Di per sé, i prezzi negativi non sarebbero necessariamente un male, in quanto forniscono incentivi alle utilities per rendere le loro centrali elettriche capaci di adattarsi meglio alle fluttuazioni del mercato. Tuttavia, alla lunga valori sotto lo zero risultano essere segni di un mercato poco funzionale e potrebbero essere causa di una costante instabilità del sistema elettrico nazionale. Inoltre, i prezzi negativi finiscono per tradursi in costi maggiori per i consumatori di elettricità più vulnerabili, come quelli domestici e le piccole imprese. Su questi infatti, ricade l’onere di pagare la differenza fra i prezzi negativi e le feed-in tariffs  che, per gran parte delle installazioni che producono a fonti rinnovabili, vengono fissate in anticipo. E ancora, quando gli operatori di rete obbligano le centrali come ad es. le wind farm a smettere di produrre elettricità, quest’ultime ricevono forme di compensazioni che ricadono sempre sui consumatori.

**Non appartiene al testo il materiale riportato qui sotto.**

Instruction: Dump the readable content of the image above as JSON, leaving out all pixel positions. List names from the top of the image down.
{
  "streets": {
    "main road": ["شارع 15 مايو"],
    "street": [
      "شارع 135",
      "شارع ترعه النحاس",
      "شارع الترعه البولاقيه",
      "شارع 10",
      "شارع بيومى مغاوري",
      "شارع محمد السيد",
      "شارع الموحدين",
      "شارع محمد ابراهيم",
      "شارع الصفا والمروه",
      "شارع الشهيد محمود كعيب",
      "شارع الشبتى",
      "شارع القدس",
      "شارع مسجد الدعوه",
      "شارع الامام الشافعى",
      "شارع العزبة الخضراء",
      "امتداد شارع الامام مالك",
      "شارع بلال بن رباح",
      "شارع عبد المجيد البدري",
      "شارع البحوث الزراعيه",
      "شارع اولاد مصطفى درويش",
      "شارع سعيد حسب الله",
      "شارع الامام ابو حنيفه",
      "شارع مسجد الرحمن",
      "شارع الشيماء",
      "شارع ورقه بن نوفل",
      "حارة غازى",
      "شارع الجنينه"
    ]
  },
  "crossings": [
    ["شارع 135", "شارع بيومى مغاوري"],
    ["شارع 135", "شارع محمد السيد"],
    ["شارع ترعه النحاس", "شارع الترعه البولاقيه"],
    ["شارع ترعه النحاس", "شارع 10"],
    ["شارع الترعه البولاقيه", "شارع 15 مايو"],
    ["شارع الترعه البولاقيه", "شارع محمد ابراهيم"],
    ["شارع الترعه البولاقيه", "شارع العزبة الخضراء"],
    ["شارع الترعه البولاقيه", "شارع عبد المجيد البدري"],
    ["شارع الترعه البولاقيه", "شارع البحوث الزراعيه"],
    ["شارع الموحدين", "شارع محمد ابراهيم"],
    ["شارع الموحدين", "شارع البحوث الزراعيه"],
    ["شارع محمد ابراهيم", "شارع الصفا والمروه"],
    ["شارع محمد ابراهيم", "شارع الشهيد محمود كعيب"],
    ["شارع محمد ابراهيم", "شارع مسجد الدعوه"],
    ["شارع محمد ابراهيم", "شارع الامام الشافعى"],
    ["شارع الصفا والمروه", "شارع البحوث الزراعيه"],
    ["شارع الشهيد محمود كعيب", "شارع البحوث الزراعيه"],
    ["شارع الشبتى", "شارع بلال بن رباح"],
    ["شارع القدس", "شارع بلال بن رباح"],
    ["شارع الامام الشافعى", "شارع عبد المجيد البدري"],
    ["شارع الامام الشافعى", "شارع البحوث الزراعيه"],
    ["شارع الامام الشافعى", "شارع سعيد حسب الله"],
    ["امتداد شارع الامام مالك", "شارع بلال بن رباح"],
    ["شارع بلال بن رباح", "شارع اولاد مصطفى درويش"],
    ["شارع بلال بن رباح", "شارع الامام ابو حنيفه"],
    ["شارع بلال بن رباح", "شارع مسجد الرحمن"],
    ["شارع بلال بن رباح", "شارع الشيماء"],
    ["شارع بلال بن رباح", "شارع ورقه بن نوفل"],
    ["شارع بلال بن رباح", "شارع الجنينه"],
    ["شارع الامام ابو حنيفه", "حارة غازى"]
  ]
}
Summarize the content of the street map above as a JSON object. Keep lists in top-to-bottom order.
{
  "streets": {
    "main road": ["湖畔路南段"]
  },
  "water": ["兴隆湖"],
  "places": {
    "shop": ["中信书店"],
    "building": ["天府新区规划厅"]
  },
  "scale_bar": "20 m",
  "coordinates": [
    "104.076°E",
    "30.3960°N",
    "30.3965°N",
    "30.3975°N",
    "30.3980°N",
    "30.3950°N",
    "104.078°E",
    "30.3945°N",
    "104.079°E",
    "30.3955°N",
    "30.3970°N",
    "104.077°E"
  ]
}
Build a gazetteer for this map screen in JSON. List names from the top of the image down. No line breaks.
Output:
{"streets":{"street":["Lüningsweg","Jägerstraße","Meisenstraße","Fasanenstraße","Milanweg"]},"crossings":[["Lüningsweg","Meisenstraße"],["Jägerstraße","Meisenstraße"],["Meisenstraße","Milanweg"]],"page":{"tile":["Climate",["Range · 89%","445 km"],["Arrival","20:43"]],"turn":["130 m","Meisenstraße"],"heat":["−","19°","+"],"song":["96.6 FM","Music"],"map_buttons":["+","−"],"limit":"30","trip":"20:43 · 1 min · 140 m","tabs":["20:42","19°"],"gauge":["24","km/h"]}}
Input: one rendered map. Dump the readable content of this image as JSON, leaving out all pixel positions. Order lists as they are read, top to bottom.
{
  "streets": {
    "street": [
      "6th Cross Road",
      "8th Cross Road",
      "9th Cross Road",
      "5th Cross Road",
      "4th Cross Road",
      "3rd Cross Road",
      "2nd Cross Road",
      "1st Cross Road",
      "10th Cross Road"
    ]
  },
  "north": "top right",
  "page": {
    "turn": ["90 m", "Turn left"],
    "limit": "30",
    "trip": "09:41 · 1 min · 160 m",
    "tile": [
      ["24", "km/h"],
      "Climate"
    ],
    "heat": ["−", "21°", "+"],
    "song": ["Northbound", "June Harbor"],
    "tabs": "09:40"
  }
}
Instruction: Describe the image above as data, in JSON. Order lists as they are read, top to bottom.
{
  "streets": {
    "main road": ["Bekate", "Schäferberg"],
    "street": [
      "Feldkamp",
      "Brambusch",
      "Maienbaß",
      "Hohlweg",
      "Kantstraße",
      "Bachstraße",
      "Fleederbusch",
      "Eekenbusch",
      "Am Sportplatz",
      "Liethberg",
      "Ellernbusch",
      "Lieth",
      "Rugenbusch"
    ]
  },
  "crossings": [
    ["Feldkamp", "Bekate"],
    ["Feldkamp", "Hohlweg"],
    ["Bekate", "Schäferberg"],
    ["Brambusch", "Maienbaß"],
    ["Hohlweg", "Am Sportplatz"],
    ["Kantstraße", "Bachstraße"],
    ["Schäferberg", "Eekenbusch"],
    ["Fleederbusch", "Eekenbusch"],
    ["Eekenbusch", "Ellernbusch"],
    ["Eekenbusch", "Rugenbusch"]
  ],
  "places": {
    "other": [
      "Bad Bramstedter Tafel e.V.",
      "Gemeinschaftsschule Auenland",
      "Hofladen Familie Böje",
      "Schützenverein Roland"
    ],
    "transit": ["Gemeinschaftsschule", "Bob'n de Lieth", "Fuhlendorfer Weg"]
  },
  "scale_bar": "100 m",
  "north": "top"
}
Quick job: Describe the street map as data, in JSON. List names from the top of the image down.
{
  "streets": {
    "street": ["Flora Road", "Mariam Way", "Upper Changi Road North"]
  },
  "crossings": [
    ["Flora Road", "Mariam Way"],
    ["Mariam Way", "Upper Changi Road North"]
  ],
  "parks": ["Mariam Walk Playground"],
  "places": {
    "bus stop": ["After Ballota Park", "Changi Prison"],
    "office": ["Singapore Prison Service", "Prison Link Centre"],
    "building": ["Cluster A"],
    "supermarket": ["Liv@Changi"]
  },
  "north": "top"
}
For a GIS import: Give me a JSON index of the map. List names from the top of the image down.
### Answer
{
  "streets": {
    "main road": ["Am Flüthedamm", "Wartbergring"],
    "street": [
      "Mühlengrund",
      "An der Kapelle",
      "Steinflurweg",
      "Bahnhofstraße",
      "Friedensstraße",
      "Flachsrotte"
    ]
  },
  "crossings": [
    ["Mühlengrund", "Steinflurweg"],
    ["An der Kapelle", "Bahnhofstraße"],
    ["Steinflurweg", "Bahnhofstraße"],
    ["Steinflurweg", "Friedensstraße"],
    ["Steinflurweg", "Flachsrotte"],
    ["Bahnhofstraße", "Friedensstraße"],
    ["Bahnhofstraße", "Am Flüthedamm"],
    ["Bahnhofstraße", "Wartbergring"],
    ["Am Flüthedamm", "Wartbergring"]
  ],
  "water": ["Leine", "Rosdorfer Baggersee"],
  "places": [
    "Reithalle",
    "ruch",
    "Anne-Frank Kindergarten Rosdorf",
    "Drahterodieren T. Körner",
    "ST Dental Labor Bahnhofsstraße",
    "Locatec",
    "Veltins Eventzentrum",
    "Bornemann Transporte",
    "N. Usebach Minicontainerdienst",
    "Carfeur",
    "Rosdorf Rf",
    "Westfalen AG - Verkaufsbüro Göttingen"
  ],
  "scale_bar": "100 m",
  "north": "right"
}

La Germania ha provato ad arginare il problema già nel 2014 prevedendo che qualora si superino le sei ore consecutive di prezzi di mercato negativi, gli impianti a rinnovabili più potenti perdono il diritto all’incentivo. Ma sebbene il numero di ore con prezzi negativi sia stata più volte superiore alle sei ore, la perdita dell’incentivo è scattata solo in due occasioni, e gli operatori hanno continuato a generare energia. Ai primi di giugno, inoltre, il governo tedesco è intervenuto per neutralizzare la distorsione dei prezzi negativi sulle bollette elettriche ponendo a carico del bilancio dello stato 11 miliardi di euro per il prossimo biennio.

In questo dibattito, però, merita rilevare come non tutti concordino sul fatto che una generazione solare ed eolica poco flessibile costituisca un problema. Per il think tank Agora Energiewende piuttosto che pensare a ridurre la produzione delle rinnovabili le priorità dovrebbero essere: rendere la domanda più sensibile ai prezzi; ridurre il più possibile l’utilizzo delle fonti fossili; abbassare i costi degli stoccaggi e incentivare il commercio internazionale di elettricità.

In aggiunta, per molti si tratta di un problema temporaneo che dovrebbe rientrare già a partire dalla seconda parte del 2020, in ragione della prime chiusure di impianti a carbone e nucleari in attuazione delle politiche di phase out e del completamento del periodo ventennale di validità del sistema feed in tariff per le rinnovabili.

In conclusione, i prezzi negativi registrati negli ultimi mesi non sono stati una sorpresa per molti esperti, tanto che alcuni, come la società di consulenza Enervis, li avevano previsti. Se per alcuni osservatori questo è un problema da affrontare, per altri il problema non sussiste. E sono gli stessi che sostengono che anche in questa fase di stress il sistema tedesco si sia rilevato più robusto di quanti molti credano.